A picture of my cellar tonight. Still have about 25 gallon to bottle in the next month or two.


----------



## winemaker_3352 (Nov 14, 2011)

Very nice!!!


----------



## Runningwolf (Nov 14, 2011)

Very nice. It sure is cool when you can actually see all of your work displayed instead of just sitting in boxes.


----------



## Flem (Nov 14, 2011)

Nice job.

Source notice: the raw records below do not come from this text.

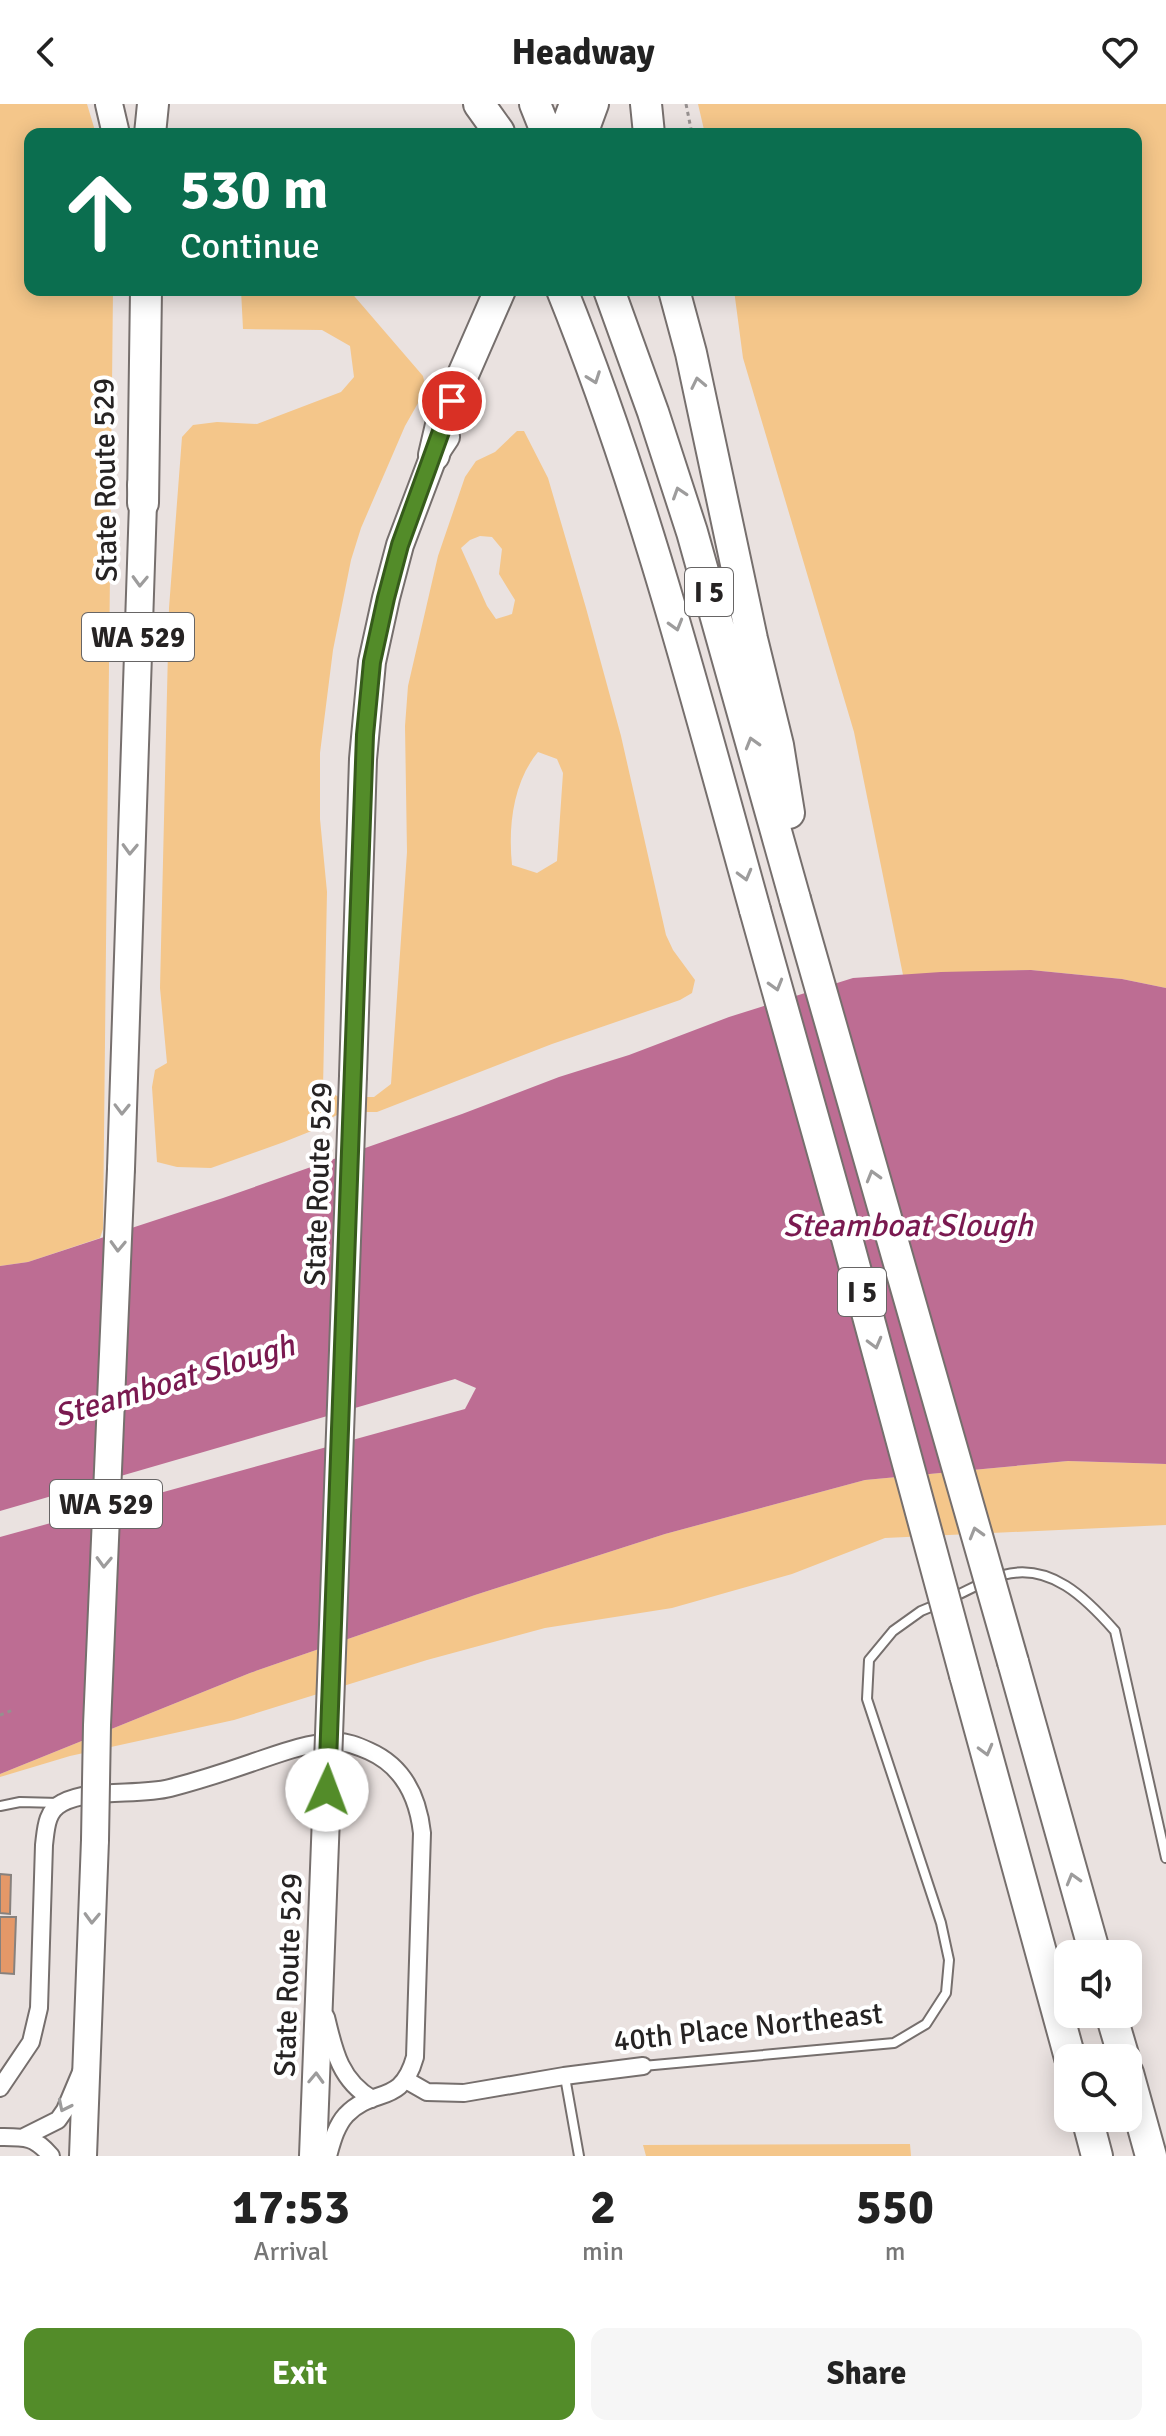 <!DOCTYPE html>
<style>
body{margin:0;font-family:Signika,sans-serif;background:#f6f6f6;color:#222;height:100vh;display:flex;flex-direction:column;font-size:30px;white-space:nowrap}
*{box-sizing:border-box;margin:0}
p{font-size:26px;color:#767676}
.icon{flex:none;width:44px;height:44px;fill:none;stroke:currentColor;stroke-width:2;stroke-linecap:round;stroke-linejoin:round}
.map{position:relative;height:2052px;overflow:hidden}
.side{display:flex;flex-direction:column;background:#fff;flex:1}
.side>*{flex:none}
.guide{position:absolute;left:24px;top:24px;width:1118px;height:168px;border-radius:16px;box-shadow:0 4px 20px #0003;background:#0b6e4f;color:#fff;overflow:hidden}
.buttons{position:absolute;left:1054px;top:1836px;display:grid;gap:16px}
.buttons a{display:grid;place-items:center;width:88px;height:88px;border-radius:16px;background:#fff;box-shadow:0 4px 20px #0003;font-size:40px}
.pin{position:absolute;display:grid;place-items:center;width:68px;height:68px;color:#fff;margin:-34px;border:4px solid #fff;border-radius:50%;box-shadow:0 2px 8px #0007}
.me{position:absolute;width:88px;margin:-44px;rotate:2deg;stroke-linejoin:round;filter:drop-shadow(0 0 6px #0008)}
.turn{display:flex;align-items:center;gap:28px;height:168px;padding:0 24px;font-size:36px}
.turn .icon{width:104px;height:104px;stroke-width:2.5}
.turn b{display:block;font-size:56px;line-height:68px}
.eta{display:flex;justify-content:space-evenly;align-items:center;height:136px;text-align:center}
.eta b{font-size:48px;font-weight:800;line-height:56px}
.action{display:flex;gap:16px;margin-top:auto;padding:16px 24px}
.action a{flex:1;height:92px;border-radius:16px;background:#538c29;color:#fff;font-size:32px;font-weight:800;line-height:92px;text-align:center}
.action a+a{background:#f6f6f6;color:#222}
header{display:flex;justify-content:space-between;align-items:center;height:104px;padding:0 24px;background:#fff;font-size:36px;font-weight:800}
.map>svg:first-child{display:block}
</style>
<header><svg class="icon" aria-label="back" viewBox="0 0 24 24"><path d="M15 5l-7 7 7 7"/></svg>Headway<svg class="icon" aria-label="heart" viewBox="0 0 24 24"><path d="M12 20l-8-8c-3-5 5-10 8-4 3-6 11-1 8 4z"/></svg></header>
<div class="map">
<svg width="1166" height="2052" viewBox="0 0 1166 2052">
<rect width="100%" height="100%" fill="#eae2e0"/>
<!-- green -->
<path fill="#f4c68a" fill-rule="evenodd" d="M 0,0 L 87,0 L 96,30 L 30,30 L 30,186 L 113,186 L 103,1125 L 100,1134 L 28,1158 L 0,1162 Z
M 698,0 L 1166,0 L 1166,884 L 1122,875 L 1031,866 L 903,871 L 854,628 L 743,254 L 734,186 L 1136,186 L 1136,30 L 705,30 Z
M 241,186 L 349,186 L 423,272 L 426,285 L 405,322 L 361,424 L 351,456 L 333,546 L 320,649 L 320,715 L 327,788 L 323,985 L 339,993 L 374,993 L 391,980 L 407,748 L 405,622 L 408,582 L 438,452 L 465,373 L 476,357 L 495,348 L 517,327 L 524,327 L 548,374 L 586,504 L 621,632 L 666,831 L 673,846 L 695,876 L 692,889 L 680,896 L 552,940 L 377,1008 L 343,1008 L 325,1017 L 319,1024 L 284,1038 L 211,1064 L 177,1063 L 157,1058 L 152,983 L 155,966 L 167,959 L 160,884 L 169,504 L 182,333 L 193,321 L 217,318 L 257,320 L 341,288 L 354,273 L 350,242 L 322,226 L 243,225 ZM 480,432 L 492,433 L 502,445 L 499,470 L 515,496 L 512,510 L 496,515 L 487,502 L 461,444 L 470,436 ZM 538,648 L 557,655 L 563,669 L 557,757 L 537,769 L 512,761 C 508,723 513,678 538,648 Z
M 1068,1357 L 1166,1360 L 1166,1421 L 885,1434 L 792,1470 L 672,1504 L 545,1524 L 427,1556 L 234,1616 L 70,1652 L 0,1673 L 0,1670 L 250,1569 L 475,1491 L 665,1430 L 865,1376 Z
M 910,2040 L 911,2052 L 646,2052 L 643,2041 Z"/>
<!-- water -->
<path fill="#bd6d93" d="M 1031,866 L 1122,875 L 1166,884 L 1166,1360 L 1068,1357 L 865,1376 L 665,1430 L 475,1491 L 250,1569 L 0,1670 L 0,1162 L 28,1158 L 223,1094 L 462,1010 L 559,973 L 629,951 L 729,913 L 853,874 L 941,868 Z"/>
<!-- pier -->
<path fill="#eae2e0" d="M 455,1275 L 476,1284 L 465,1305 L 0,1433 L 0,1407 Z"/>
<!-- building -->
<path fill="#e49868" stroke="#87817d" stroke-width="2" d="M 0,1770 L 11,1771 L 10,1810 L 0,1809 Z
M 0,1813 L 16,1813 L 14,1870 L 0,1869 Z"/>
<g fill="none" stroke-linecap="round" stroke-linejoin="round">
<defs>
<path id="service" d="M 951,1494 C 967,1487 985,1476 1003,1471 C 1050,1458 1086,1494 1115,1527 L 1166,1754
M 0,1702 L 20,1698 L 59,1699
M 643,1962 L 894,1939 L 926,1920 L 946,1889 L 949,1856 L 941,1819 L 867,1595 L 869,1556 L 893,1527 L 921,1507 L 938,1500
M 565,1973 L 579,2052"/>
<path id="minor" d="M 326,1913 C 334,1947 340,1976 372,1995
M 406,1976 L 427,1988 L 464,1989 L 564,1972 L 643,1962
M 0,1984 L 31,1938 L 39,1904 L 44,1741 C 46,1725 46,1707 62,1699 C 89,1684 139,1692 170,1684 C 197,1677 225,1668 251,1659 C 278,1650 305,1639 334,1638 C 346,1637 358,1642 369,1647 C 403,1662 418,1693 422,1729 L 415,1953 C 401,2003 374,1982 346,2011 C 336,2022 332,2038 328,2052
M 0,2033 C 25,2033 34,2032 51,2052
M 24,2033 L 58,2016 L 65,2006 L 81,1968"/>
<path id="primary" d="M 109,0 L 116,30
M 584,30 L 595,0
M 353,972 L 363,655 L 372,558 L 386,494 L 400,441 L 434,351 L 446,333
M 121,1065 L 143,399 L 141,381
M 83,2052 L 95,1736
M 313,2052 L 327,1686"/>
<path id="motorway" d="M 479,0 L 499,28
M 535,0 L 547,30
M 646,0 L 649,30
M 150,30 L 153,0
M 564,30 L 575,0
M 562,186 C 643,387 697,597 755,806
M 609,186 L 653,308 L 692,428 L 795,795
M 674,186 L 691,249 L 752,535 L 778,641 L 789,709
M 434,351 L 441,321 L 500,186
M 143,399 L 146,186
M 1013,1558 L 1095,1850
M 965,1571 L 1070,1954
M 1111,1910 L 1124,1954
M 1128,1969 L 1151,2052
M 1087,2014 L 1097,2052"/>
</defs>
<!-- service casing -->
<use href="#service" stroke="#766f6d" stroke-width="12"/>
<!-- minor casing -->
<use href="#minor" stroke="#766f6d" stroke-width="20"/>
<!-- primary casing -->
<use href="#primary" stroke="#766f6d" stroke-width="30"/>
<!-- motorway casing -->
<use href="#motorway" stroke="#766f6d" stroke-width="34"/>
<!-- path -->
<path stroke="#96908f" stroke-width="3" stroke-dasharray="4 4" stroke-linecap="butt" d="M 686,0 L 692,30
M 0,1611 L 13,1606"/>
<!-- service -->
<use href="#service" stroke="#fff" stroke-width="8"/>
<!-- minor -->
<use href="#minor" stroke="#fff" stroke-width="16"/>
<!-- primary -->
<use href="#primary" stroke="#fff" stroke-width="26"/>
<!-- motorway -->
<use href="#motorway" stroke="#fff" stroke-width="30"/>
<defs>
<path id="primary-bridge" d="M 327,1686 L 353,972
M 95,1736 L 97,1621 L 121,1065"/>
<path id="motorway-bridge" d="M 795,795 L 1013,1558
M 755,806 L 845,1127 L 965,1571"/>
</defs>
<!-- primary-bridge casing -->
<use href="#primary-bridge" stroke="#766f6d" stroke-width="30" stroke-linecap="butt"/>
<!-- motorway-bridge casing -->
<use href="#motorway-bridge" stroke="#766f6d" stroke-width="34" stroke-linecap="butt"/>
<!-- primary-bridge -->
<use href="#primary-bridge" stroke="#fff" stroke-width="26"/>
<!-- motorway-bridge -->
<use href="#motorway-bridge" stroke="#fff" stroke-width="30"/>
</g>
<!-- one-way arrows -->
<defs><path id="oneway-chevron" d="M-2-3.5L2.5 0L-2 3.5" fill="none" stroke-width="1.6" stroke-linecap="round" stroke-linejoin="round" transform="scale(2)"/></defs>
<g stroke="#9d9c9c">
<use href="#oneway-chevron" transform="translate(594 274) rotate(70)"/>
<use href="#oneway-chevron" transform="translate(698 279) rotate(-102)"/>
<use href="#oneway-chevron" transform="translate(679 389) rotate(-108)"/>
<use href="#oneway-chevron" transform="translate(140 477) rotate(92)"/>
<use href="#oneway-chevron" transform="translate(676 521) rotate(74)"/>
<use href="#oneway-chevron" transform="translate(752 639) rotate(-106)"/>
<use href="#oneway-chevron" transform="translate(130 745) rotate(92)"/>
<use href="#oneway-chevron" transform="translate(745 771) rotate(75)"/>
<use href="#oneway-chevron" transform="translate(776 881) rotate(74)"/>
<use href="#oneway-chevron" transform="translate(122 1005) rotate(91)"/>
<use href="#oneway-chevron" transform="translate(873 1072) rotate(-106)"/>
<use href="#oneway-chevron" transform="translate(118 1142) rotate(92)"/>
<use href="#oneway-chevron" transform="translate(875 1239) rotate(75)"/>
<use href="#oneway-chevron" transform="translate(976 1429) rotate(-106)"/>
<use href="#oneway-chevron" transform="translate(104 1458) rotate(92)"/>
<use href="#oneway-chevron" transform="translate(986 1646) rotate(75)"/>
<use href="#oneway-chevron" transform="translate(1073 1775) rotate(-106)"/>
<use href="#oneway-chevron" transform="translate(92 1814) rotate(92)"/>
<use href="#oneway-chevron" transform="translate(316 1974) rotate(-88)"/>
<use href="#oneway-chevron" transform="translate(64 2002) rotate(116)"/>
</g>
<g fill="none" stroke-linecap="round" stroke-linejoin="round">
<defs>
<path id="route" d="M 327,1686 L 365,631 L 372,558 L 386,494 L 400,441 L 452,297"/>
</defs>
<!-- route casing -->
<use href="#route" stroke="#365b1b" stroke-width="20"/>
<!-- route -->
<use href="#route" stroke="#538c29" stroke-width="14"/>
</g>
<g text-anchor="middle" stroke-width="8" stroke-linejoin="round" paint-order="stroke">
<!-- shield labels -->
<g fill="#fff" stroke="#676565" stroke-width="2">
<rect x="685" y="464" width="48" height="48" rx="6"/>
<rect x="82" y="509" width="112" height="48" rx="6"/>
<rect x="838" y="1164" width="48" height="48" rx="6"/>
<rect x="50" y="1376" width="112" height="48" rx="6"/>
</g>
<g font-size="28" font-weight="bold" fill="#262323">
<text x="709" y="498">I 5</text>
<text x="138" y="543">WA 529</text>
<text x="862" y="1198">I 5</text>
<text x="106" y="1410">WA 529</text>
</g>
<!-- street labels -->
<g font-size="30" fill="#262323" stroke="#fff">
<text transform="translate(105 376) rotate(-91)" y="10">State Route 529</text>
<text transform="translate(318 1080) rotate(-88)" y="10">State Route 529</text>
<text transform="translate(288 1871) rotate(-88)" y="10">State Route 529</text>
<text transform="translate(748 1923) rotate(-6)" y="10">40th Place Northeast</text>
</g>
<!-- water labels -->
<g font-size="32" font-style="italic" fill="#7a1950" stroke="#fff">
<text x="908" y="1132">Steamboat Slough</text>
<text transform="translate(174 1276) rotate(-17)" y="11">Steamboat Slough</text>
</g>
</g>
</svg>
<div class="buttons">
<a><svg class="icon" aria-label="sound" viewBox="0 0 24 24"><path d="M4 9h4l5-4v14l-5-4H4zM17 9q2 3 0 6"/></svg></a>
<a><svg class="icon" aria-label="search" viewBox="0 0 24 24"><circle cx="10" cy="10" r="6"/><path d="M15 15l6 6"/></svg></a>
</div>
<div class="pin" style="left:452px;top:297px;background:#d93025"><svg class="icon" aria-label="arrive" viewBox="0 0 24 24"><path d="M6 21V4h12l-3 4 3 4H6"/></svg></div>
<svg class="me" style="left:327px;top:1686px" viewBox="-20 -20 40 40"><circle r="19" fill="#fff"/><path d="M0-13L10 11 0 6-10 11z" fill="#538c29"/></svg>
<div class="guide">
<div class="turn"><svg class="icon" aria-label="ahead" viewBox="0 0 24 24"><path d="M12 20V5M6 11l6-6 6 6"/></svg><div><b>530 m</b>Continue</div></div>
</div>
</div>
<section class="side">
<div class="eta">
<div><b>17:53</b><p>Arrival</p></div>
<div><b>2</b><p>min</p></div>
<div><b>550</b><p>m</p></div>
</div>
<div class="action"><a>Exit</a><a>Share</a></div>
</section>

Keep it up!!


----------



## ibglowin (Nov 14, 2011)

Very nice but looks like your going to need to start an expansion soon!


----------



## jtstar (Nov 14, 2011)

Looks good keep up the good work and don't forget to expand


----------



## Wade E (Nov 14, 2011)

Nice job, is there a cooling unit in there?


----------



## Pauly2275 (Nov 14, 2011)

Very nice! lloks like you could run out of room really soon though


----------



## Charlietuna (Nov 15, 2011)

I am planning on expansion. that is just one of 3 walls of shelving in there, but I will need to build the boxes on the other shelves. but I have these bushell boxes to help for a while

No cooling unit. there is duct work that runs above the ceiling & I was thinking about tapping in the AC for the summer. Seems to stay mid 60's in the summer & lower 60's in the winter


----------



## ibglowin (Nov 15, 2011)

Lots of people would kill to have a cellar in the 60's year round with no special HVAC!


----------



## Wade E (Nov 15, 2011)

Opening up the ac duct would be a great idea!


----------



## winebreath (Nov 15, 2011)

Hey that looks good........noticed them pickles too, they look good.
I haven't canned in several years and I need to get back to it.

Great job
later.....WB


----------



## Charlietuna (Nov 16, 2011)

I am very fortunate to still have my grandmother. At 84 she still cans every year. Last year we put up ~75 qts of green beans, about the same of tomato juice, made apple butter, apple sauce, pickles - they are amazing, home made jelly & we freeze our corn - over 100 freezer bags. It's a lot of hard work , but it's a family thing & my wife, aunts & uncles all help. & now lots of wine to share the cellar.


----------



## Celestyal (Nov 17, 2011)

I am so jealous...
Thanks for posting though!


----------



## J-Gee (Nov 22, 2011)

I like that a lot.


----------